Stored items from a collection
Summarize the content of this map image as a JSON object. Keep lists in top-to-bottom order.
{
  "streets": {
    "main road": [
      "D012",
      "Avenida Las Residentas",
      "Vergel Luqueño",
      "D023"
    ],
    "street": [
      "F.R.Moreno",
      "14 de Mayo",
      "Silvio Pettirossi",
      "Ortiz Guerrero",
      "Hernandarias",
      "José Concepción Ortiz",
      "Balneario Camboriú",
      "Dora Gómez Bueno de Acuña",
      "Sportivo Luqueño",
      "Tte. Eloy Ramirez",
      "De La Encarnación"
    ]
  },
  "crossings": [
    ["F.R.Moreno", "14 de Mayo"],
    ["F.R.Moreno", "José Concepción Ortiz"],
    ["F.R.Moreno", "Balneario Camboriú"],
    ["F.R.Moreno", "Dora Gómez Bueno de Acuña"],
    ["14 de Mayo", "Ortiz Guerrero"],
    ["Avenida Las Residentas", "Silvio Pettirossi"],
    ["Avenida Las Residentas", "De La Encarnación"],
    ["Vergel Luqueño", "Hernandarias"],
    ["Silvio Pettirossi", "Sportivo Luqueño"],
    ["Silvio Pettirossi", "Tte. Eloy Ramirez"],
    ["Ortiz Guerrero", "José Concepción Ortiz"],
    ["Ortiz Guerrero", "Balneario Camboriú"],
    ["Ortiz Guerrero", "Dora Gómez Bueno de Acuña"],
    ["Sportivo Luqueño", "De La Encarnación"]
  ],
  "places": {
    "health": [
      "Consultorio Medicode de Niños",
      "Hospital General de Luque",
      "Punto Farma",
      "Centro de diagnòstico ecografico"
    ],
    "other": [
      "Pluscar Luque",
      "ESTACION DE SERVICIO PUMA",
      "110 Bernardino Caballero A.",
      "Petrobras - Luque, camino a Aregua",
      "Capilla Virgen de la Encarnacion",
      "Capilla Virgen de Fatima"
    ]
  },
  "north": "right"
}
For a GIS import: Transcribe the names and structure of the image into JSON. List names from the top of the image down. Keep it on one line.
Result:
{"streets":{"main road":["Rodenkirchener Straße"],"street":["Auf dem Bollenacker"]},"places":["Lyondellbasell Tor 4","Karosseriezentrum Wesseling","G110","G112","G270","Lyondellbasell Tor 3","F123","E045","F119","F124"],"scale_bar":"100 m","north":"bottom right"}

§ **TASK STATEMENT**:
Of the lines in the data, report each one containing the string "Moreno".

§ **SOLUTION FOR THIS PROBLEM**:
      "F.R.Moreno",
    ["F.R.Moreno", "14 de Mayo"],
    ["F.R.Moreno", "José Concepción Ortiz"],
    ["F.R.Moreno", "Balneario Camboriú"],
    ["F.R.Moreno", "Dora Gómez Bueno de Acuña"],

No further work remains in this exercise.